··· SUPPLIED ENTRIES ···

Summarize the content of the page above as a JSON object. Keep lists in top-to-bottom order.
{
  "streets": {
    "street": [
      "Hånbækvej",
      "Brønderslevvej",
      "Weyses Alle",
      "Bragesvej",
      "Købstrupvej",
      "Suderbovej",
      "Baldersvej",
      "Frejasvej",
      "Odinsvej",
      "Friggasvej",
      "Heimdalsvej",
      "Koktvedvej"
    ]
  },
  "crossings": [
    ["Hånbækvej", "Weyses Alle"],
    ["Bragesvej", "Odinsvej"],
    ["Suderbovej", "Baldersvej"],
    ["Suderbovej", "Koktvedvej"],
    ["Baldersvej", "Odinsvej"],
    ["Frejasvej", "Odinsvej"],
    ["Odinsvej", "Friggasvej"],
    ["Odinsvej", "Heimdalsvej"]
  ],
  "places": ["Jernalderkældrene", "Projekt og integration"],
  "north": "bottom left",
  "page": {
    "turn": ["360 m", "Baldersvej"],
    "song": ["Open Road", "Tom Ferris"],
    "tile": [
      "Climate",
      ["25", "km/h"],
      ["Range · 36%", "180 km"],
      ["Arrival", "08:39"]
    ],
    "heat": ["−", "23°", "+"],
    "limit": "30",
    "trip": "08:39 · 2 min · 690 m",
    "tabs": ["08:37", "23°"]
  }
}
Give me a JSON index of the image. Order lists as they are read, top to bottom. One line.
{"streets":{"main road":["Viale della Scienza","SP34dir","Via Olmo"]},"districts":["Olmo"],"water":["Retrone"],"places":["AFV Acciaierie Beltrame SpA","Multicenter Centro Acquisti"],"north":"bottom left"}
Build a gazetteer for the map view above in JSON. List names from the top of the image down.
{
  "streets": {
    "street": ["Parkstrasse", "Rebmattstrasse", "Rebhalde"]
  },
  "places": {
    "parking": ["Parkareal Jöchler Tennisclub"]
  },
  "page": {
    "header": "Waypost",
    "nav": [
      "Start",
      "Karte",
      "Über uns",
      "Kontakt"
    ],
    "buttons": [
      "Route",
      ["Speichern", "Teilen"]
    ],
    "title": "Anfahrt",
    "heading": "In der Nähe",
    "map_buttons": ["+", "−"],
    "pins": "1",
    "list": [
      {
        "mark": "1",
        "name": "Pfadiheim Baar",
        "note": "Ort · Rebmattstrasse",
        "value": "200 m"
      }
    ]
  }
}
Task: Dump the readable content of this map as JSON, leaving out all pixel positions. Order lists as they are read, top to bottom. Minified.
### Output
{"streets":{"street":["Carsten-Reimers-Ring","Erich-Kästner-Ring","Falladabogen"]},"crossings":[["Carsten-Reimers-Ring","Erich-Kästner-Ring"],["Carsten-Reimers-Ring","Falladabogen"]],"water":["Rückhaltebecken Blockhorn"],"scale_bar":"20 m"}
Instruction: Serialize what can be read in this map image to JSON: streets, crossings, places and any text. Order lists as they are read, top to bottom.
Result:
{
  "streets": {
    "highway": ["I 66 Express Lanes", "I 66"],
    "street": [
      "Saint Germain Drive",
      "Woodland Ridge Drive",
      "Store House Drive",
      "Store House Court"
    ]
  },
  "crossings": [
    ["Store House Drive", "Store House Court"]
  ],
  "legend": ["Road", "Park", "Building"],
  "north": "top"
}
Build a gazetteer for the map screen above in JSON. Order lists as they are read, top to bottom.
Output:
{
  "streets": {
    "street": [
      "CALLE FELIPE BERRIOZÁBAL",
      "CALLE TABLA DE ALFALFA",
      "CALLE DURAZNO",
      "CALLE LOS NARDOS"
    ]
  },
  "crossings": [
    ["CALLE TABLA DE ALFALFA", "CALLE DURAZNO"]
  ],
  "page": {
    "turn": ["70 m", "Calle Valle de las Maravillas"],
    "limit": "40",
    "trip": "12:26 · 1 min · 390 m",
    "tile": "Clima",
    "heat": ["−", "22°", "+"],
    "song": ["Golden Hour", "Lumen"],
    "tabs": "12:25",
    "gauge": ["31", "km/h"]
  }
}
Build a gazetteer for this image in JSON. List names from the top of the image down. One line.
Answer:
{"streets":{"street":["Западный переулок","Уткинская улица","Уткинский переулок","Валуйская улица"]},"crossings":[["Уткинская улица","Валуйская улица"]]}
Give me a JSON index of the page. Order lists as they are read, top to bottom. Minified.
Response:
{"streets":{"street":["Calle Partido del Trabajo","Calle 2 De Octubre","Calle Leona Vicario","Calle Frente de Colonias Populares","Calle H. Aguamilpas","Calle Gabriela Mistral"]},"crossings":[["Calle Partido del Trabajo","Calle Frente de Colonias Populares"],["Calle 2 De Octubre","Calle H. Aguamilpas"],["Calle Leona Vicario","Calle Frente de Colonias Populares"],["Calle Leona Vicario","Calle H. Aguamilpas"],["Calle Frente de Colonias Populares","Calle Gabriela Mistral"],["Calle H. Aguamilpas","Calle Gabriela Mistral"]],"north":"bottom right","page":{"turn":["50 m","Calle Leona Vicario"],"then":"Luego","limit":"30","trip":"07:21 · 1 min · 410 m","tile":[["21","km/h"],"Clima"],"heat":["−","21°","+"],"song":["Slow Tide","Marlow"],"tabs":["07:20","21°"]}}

···

■ **EXERCISE BRIEF**
Lines of the material that contain the word "Minified" are to be gathered.

■ **WRITTEN ANSWER**
Task: Dump the readable content of this map as JSON, leaving out all pixel positions. Order lists as they are read, top to bottom. Minified.
Give me a JSON index of the page. Order lists as they are read, top to bottom. Minified.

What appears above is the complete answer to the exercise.